Rethink Your Whitetail Setups

Rethink Your Whitetail Setups

If your treestand time has you staring at empty fields, you might want to dive into the cover

I don’t know how often I talk to bowhunters who only set one or two stands for the entire season, but it’s pretty frequent. I do realize that not everyone can afford 20 setups, has to time to get that many up, or has the acreage on which to do so. But even on small properties with a limited budget, most of us could have at least a few different ambush sites ready to go.

The thing about the hunters with limited sets is that it’s easy to rely on those stands the majority of the time we spend in the woods. This is a gun hunter’s strategy, and it’s nothing more than a cross-your-fingers-and-pray tactic for bowhunters.

Most of us, especially in October, would do much better to move a few of our stands or hang some new sets. Here’s why.

Dead Programs

Field edges are great, until they aren’t. Just like most grouse hunters walk easy trails, most bowhunters want to sit on the food sources that are easy to get to and will provide a wide open view. The problem, of course, is that eventually the deer get wise to the most likely spots where they’ll encounter hunters and they avoid them during daylight hours. If you don’t believe that, head out to a chunk of public ground that gets a fair amount of hunting pressure and sit a field edge in it. I’ll bet you’re not blown away by the deer activity.

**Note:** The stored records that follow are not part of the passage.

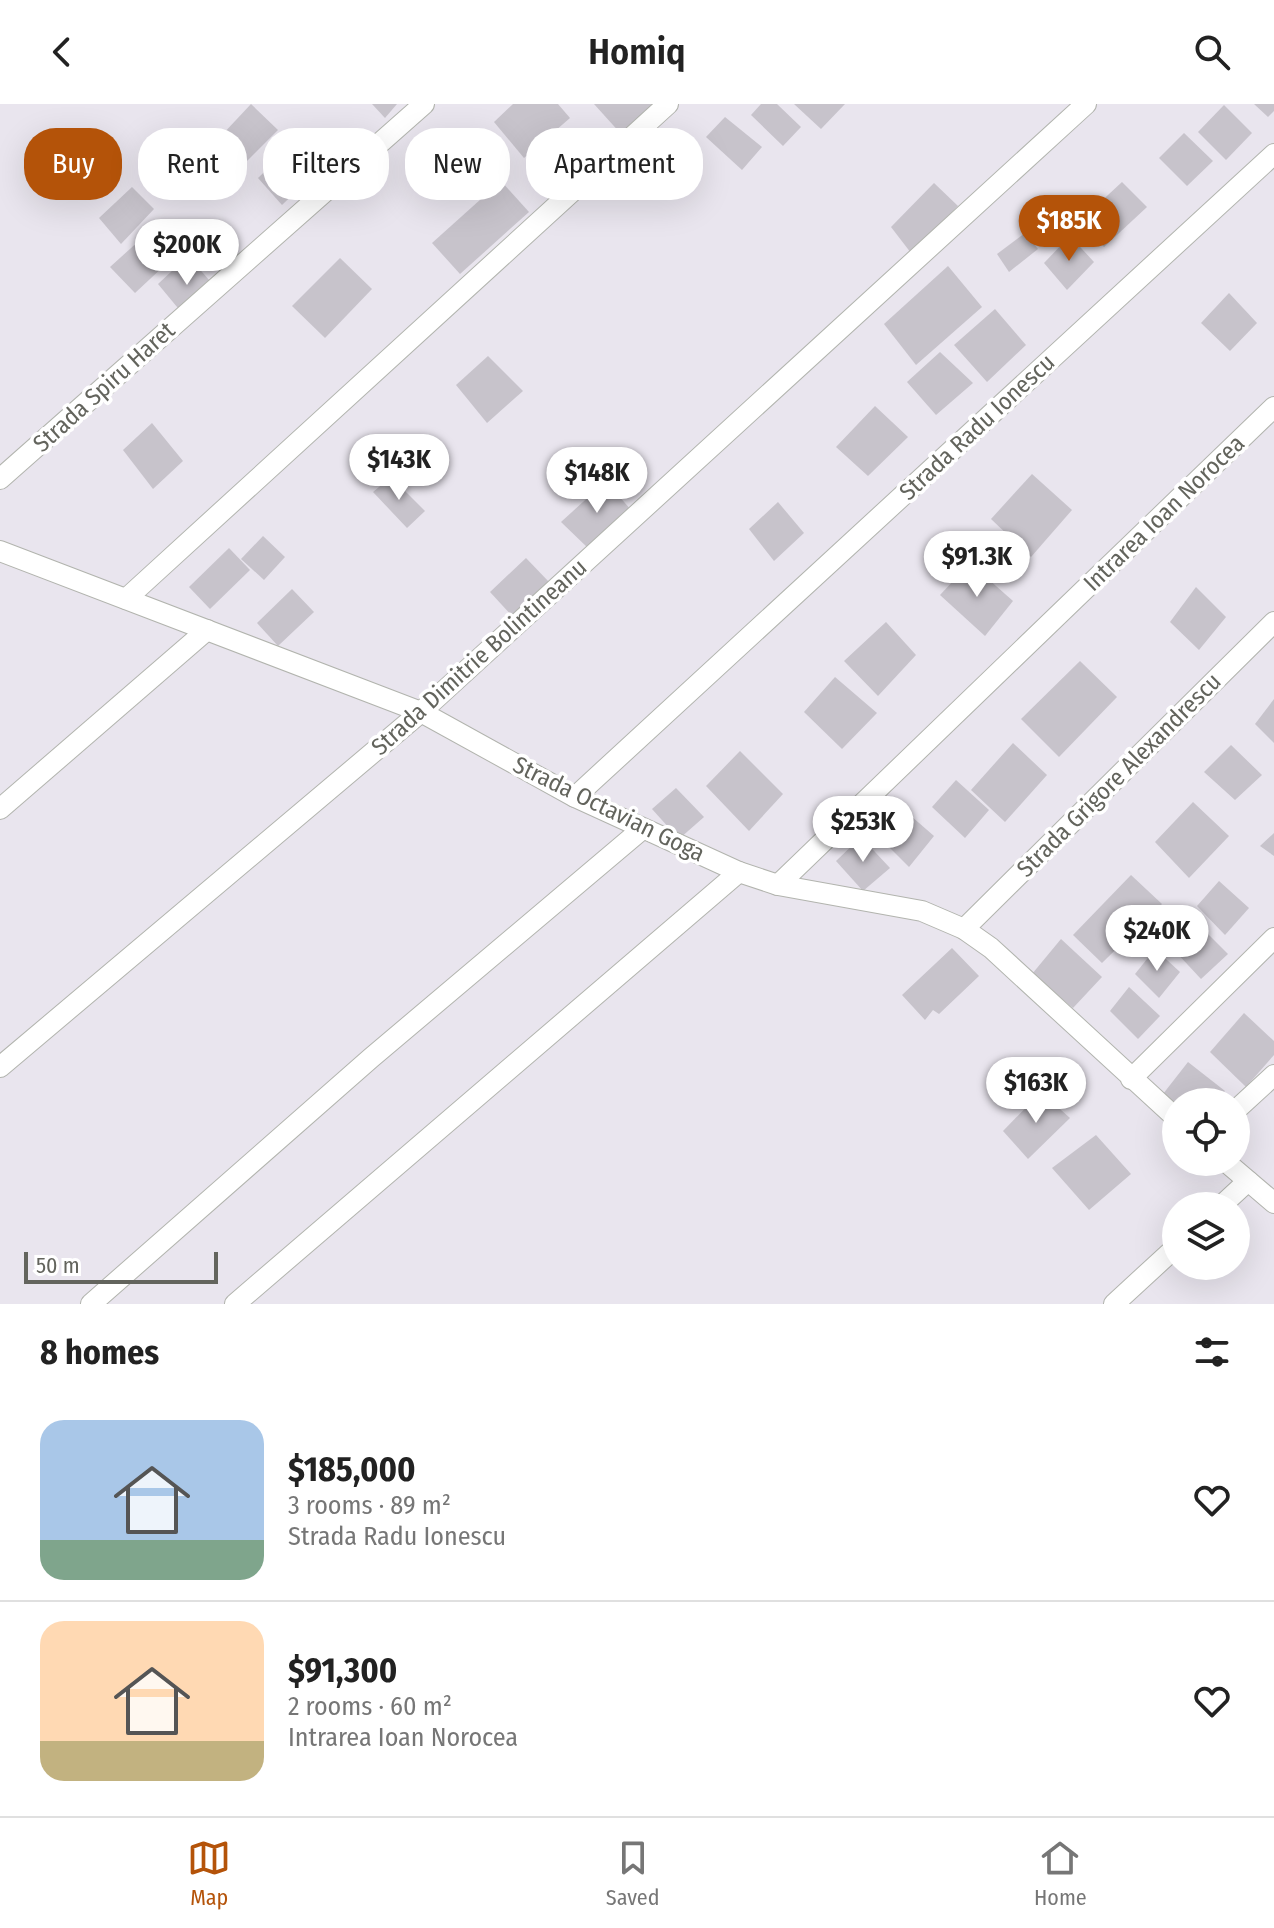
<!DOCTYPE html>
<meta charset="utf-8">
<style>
:root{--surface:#fff;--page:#f2f2f2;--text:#222;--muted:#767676;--line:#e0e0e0;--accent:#b45309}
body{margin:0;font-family:"Fira Sans Condensed",sans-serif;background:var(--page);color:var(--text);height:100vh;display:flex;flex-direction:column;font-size:30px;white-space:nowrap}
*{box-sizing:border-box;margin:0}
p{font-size:26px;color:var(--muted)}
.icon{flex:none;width:44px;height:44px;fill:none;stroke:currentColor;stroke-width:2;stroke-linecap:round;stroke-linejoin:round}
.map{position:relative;height:1200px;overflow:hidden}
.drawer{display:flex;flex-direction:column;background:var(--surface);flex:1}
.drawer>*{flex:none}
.banner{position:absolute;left:24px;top:24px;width:800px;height:72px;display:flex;gap:16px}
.buttons{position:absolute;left:1162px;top:984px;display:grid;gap:16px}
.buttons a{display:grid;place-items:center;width:88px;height:88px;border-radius:50%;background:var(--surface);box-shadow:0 8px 32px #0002;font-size:40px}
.scale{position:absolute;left:24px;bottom:20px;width:194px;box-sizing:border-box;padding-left:8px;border:4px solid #63645d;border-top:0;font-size:22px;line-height:28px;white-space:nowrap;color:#63645d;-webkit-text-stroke:6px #fff;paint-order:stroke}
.price{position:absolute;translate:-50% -68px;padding:0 18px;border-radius:28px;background:#fff;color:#222;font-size:26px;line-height:52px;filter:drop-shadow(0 2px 4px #0008)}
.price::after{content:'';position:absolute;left:50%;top:48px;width:24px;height:18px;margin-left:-12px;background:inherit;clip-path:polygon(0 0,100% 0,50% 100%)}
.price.active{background:var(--accent);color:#fff}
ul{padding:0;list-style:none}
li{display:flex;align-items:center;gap:24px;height:200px;padding:0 40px}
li+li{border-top:2px solid var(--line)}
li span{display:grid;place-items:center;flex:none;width:224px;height:160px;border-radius:24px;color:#555}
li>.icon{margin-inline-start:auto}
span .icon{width:96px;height:96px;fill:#fffc;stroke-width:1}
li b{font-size:34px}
h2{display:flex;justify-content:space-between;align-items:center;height:96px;padding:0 40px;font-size:34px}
.tag{padding:0 28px;border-radius:32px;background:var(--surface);box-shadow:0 8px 32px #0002;font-size:28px;line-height:72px}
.tag.active{background:var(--accent);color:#fff}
header{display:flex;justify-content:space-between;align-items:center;height:104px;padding:0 40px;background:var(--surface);font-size:36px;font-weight:600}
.dock{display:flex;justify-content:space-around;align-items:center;height:112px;border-top:2px solid var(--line);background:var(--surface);font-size:22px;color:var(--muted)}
.dock a{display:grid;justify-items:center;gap:4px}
.dock .active{color:var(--accent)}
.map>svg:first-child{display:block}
.building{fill:#c7c3cb}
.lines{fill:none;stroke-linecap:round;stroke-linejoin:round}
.street-casing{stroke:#b2b4ae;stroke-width:22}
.street{stroke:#fff;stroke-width:20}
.labels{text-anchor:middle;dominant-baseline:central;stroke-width:7;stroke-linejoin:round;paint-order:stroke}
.street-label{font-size:24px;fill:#63645d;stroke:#fff}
</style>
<header><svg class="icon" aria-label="back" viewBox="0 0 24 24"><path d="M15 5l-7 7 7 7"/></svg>Homiq<svg class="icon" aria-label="search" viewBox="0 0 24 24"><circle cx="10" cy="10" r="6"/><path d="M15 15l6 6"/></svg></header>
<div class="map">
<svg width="1274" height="1200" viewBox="0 0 1274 1200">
<rect width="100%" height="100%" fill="#e9e5ee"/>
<g class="building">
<polygon points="251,0 278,26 244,60 221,32"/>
<polygon points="372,0 397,0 385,14"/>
<polygon points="513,0 558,0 570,14 524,54 494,18"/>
<polygon points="594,0 654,0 622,31"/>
<polygon points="761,0 777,0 801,23 783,42 751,11"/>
<polygon points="794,0 845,0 821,25"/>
<polygon points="1254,0 1274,0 1274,7 1268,13"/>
<polygon points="1224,1 1252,29 1226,56 1198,28"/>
<polygon points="725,13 762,43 742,66 706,33"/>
<polygon points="1184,29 1213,57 1187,82 1159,54"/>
<polygon points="288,45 315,69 282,101 258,74"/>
<polygon points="501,77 529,108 460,170 432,139"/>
<polygon points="1122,78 1147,103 1104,143 1080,117"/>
<polygon points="934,79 958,102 911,149 891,123"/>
<polygon points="132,83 154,105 121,140 99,114"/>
<polygon points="1025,129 1038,145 1009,168 997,150"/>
<polygon points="1070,132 1094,158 1067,186 1044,159"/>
<polygon points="141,135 165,161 135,189 110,163"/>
<polygon points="188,152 217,185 187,215 158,180"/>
<polygon points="340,154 372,185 325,234 292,202"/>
<polygon points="948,162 982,203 916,261 884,220"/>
<polygon points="1229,189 1257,219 1230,247 1201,219"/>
<polygon points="995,205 1026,241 987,278 954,241"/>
<polygon points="940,248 973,279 936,311 907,278"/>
<polygon points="488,252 523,287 487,319 456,281"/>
<polygon points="875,302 908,333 868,372 836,343"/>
<polygon points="152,319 183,357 153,385 123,346"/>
<polygon points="1032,370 1072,406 1031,453 991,415"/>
<polygon points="391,373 425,407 407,424 373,388"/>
<polygon points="606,377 631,406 589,445 561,418"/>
<polygon points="778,398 804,429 774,457 749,425"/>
<polygon points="263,432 285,453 264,476 241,455"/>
<polygon points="229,444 250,466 210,505 189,483"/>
<polygon points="526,454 550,479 512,512 490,488"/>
<polygon points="970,459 1013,497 985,532 940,491"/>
<polygon points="1196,483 1226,513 1199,546 1170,518"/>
<polygon points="292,485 314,508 278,542 257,519"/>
<polygon points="886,518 916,551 878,592 844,557"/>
<polygon points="1080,557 1117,593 1059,653 1021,615"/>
<polygon points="835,573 877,609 842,645 804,608"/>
<polygon points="1274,595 1274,639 1255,620"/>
<polygon points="1013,639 1047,671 1005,718 971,686"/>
<polygon points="1231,641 1262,671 1235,696 1204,668"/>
<polygon points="740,647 783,690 749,727 706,682"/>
<polygon points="956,676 989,706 965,734 932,703"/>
<polygon points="676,684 704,713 679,735 652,705"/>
<polygon points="1193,698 1229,732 1189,774 1155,738"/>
<polygon points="911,712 934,732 909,763 888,742"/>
<polygon points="1274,729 1274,752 1260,742"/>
<polygon points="861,733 890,764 863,787 836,757"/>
<polygon points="1131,771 1162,800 1102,859 1073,831"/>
<polygon points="1219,777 1249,804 1225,831 1197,802"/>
<polygon points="1199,821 1228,850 1201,875 1174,846"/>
<polygon points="1061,835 1102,873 1073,904 1032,870"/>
<polygon points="952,844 979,872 939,910 933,906 925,916 902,891"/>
<polygon points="1155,845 1180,868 1159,894 1135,870"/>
<polygon points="1129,883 1160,912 1138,935 1110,907"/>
<polygon points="1244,909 1274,937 1274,951 1246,983 1210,948"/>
<polygon points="1188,958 1225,987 1215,998 1176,998 1176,1002 1163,990"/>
<polygon points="1041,988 1070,1014 1028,1055 1003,1027"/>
<polygon points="1096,1031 1131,1070 1089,1106 1052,1064"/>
</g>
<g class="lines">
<defs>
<g id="street">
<polyline points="0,375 424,0"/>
<polyline points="0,447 421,608 575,693 739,768 778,781 922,807 964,825 991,844 1176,1014"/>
<polyline points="126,495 668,0"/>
<polyline points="575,693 1274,50"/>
<polyline points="0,705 207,526"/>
<polyline points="778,781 1274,303"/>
<polyline points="964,825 1274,518"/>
<polyline points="0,963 421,608 1086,0"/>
<polyline points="1131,975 1274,834"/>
<polyline points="1236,1006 1274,971"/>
<polyline points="1226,1058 1274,1099"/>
<polyline points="1221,1102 1248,1077"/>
<polyline points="91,1200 371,954 641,726"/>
<polyline points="235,1200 739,768"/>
<polyline points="1114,1200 1176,1143"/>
</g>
</defs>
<use href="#street" class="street-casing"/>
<use href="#street" class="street"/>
</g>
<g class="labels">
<g class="street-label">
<text transform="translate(104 283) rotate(-42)">Strada Spiru Haret</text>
<text transform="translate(977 323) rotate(-43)">Strada Radu Ionescu</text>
<text transform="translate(1164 409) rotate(-44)">Intrarea Ioan Norocea</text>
<text transform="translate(479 553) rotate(-42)">Strada Dimitrie Bolintineanu</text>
<text transform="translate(1119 671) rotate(-45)">Strada Grigore Alexandrescu</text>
<text transform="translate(609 705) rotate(26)">Strada Octavian Goga</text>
</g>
</g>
</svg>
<div class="buttons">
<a><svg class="icon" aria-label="locate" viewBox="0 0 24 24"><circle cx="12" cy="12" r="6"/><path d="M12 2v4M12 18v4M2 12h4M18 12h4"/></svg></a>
<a><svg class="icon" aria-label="layers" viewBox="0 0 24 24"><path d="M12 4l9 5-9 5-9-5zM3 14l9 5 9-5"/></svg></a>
</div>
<div class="scale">50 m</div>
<b class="price active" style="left:1069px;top:159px">$185K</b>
<b class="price" style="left:187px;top:183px">$200K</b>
<b class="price" style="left:399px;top:398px">$143K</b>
<b class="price" style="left:597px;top:411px">$148K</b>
<b class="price" style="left:977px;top:495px">$91.3K</b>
<b class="price" style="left:863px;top:760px">$253K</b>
<b class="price" style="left:1157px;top:869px">$240K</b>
<b class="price" style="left:1036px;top:1021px">$163K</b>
<div class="banner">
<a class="tag active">Buy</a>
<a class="tag">Rent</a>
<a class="tag">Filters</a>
<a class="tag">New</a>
<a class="tag">Apartment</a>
</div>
</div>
<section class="drawer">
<h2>8 homes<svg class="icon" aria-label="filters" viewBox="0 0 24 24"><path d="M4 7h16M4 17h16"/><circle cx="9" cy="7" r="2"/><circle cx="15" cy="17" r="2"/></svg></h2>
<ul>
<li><span style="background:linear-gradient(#a9c7e8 75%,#7fa58c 0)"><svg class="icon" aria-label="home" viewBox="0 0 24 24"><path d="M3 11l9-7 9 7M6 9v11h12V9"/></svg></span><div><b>$185,000</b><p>3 rooms · 89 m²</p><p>Strada Radu Ionescu</p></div><svg class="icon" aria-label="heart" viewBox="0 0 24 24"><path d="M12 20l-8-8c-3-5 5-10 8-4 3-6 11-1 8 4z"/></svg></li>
<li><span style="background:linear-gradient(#ffd9b3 75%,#c2b280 0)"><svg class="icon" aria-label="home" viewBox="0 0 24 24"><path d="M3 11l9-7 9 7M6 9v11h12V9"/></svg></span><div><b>$91,300</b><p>2 rooms · 60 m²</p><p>Intrarea Ioan Norocea</p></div><svg class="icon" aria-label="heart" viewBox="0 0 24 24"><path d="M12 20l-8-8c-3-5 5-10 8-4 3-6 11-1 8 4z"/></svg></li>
</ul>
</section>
<nav class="dock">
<a class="active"><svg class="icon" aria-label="map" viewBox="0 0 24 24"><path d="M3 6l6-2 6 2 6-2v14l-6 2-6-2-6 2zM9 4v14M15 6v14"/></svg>Map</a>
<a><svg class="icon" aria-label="saved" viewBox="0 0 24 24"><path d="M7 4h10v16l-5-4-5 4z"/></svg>Saved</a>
<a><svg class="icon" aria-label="home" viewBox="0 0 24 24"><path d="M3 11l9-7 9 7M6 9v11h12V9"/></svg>Home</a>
</nav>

This dedication to a dead program comes from a few different places for many of us. Some of it is just pure laziness. Some of it is a lack of insight on where to go to find the deer. And some of it is the reality that when the rut starts to ramp up, those dead field edge stands might come alive again. That’s the best-case scenario, and it involves sand-bagging October, which can be a much better month for deer hunting than we like to give it credit for.

Commit Without Committing

When my field-edge gimme stands go quiet, I start to look for current deer activity in two different ways. The first is scouting, but I’m always cautious of blindly walking through the woods during the season to find the freshest sign. I’ll do it, if necessary, but much prefer to take a more calculated approach.

“Treestand
Relying on a couple of stand sites for an entire season is a bad idea. Resign yourself to giving up on dead spots to locate and hunt new areas, even if that means sitting stands in the thick stuff (which it usually will).

The first step is to backtrack off the food sources that are no longer producing sightings. If the deer are still filling their bellies there at night, there is a staging area somewhere that should treat you well.

If the sign has dwindled, it means the deer are probably off to other buffets. This necessitates a new approach, which will involve hunting and observation. I do this all the time on public land, and it might take me a few nights of watching and several stand sites to move right on top of the deer, but that’s okay. It takes time to figure out what is going on in the woods.

The best bet is to make a few hunches on where the deer probably are and then slip in for a hang-and-hunt. You’ll be able to watch what’s going on in the cover and react accordingly to your sightings. You might, also, arrow a buck if your hunch is correct.

If that seems like too much work or you don’t have the stands to make it happen, don’t fret. You can observe plenty from a natural ground blind in the right spot as well. I do this some in the deciduous forests of my home state of Minnesota but find it much easier when I head to more open ground. This might be in a farther western state, or it just might be in Iowa or Missouri where picked crop fields and limited cover give me the chance to glass plenty of acreage while hunting.

Tight Confines

This observation strategy will help put you in the right spot, but the reality is you’ve also got to accept a new kind of ambush site – the tight-quarters stand or blind. The best deer spots, at least where pressured whitetails are concerned, aren’t in the wide open spaces. They are tucked into the cover where you won’t get to watch a buck walk in for 300 yards.

You’ll instead have limited views and limited shooting opportunities, but you’ll be where the bucks are comfortable and that matters. This is also the kind of spot where you’ll hear a buck ghosting through, or catch a glimpse of him, and you’ll be able to call him in with a few contact grunts or maybe a snort-wheeze. When a buck is where he feels secure, he is usually responsive to the right calling.

You just need to find where that spot is and get in to hunt him. It’s not easy and I can promise you it won’t be a field-edge deal, but with the right amount of work and instinct, you can put yourself on a deer after your easy setups have gone cold.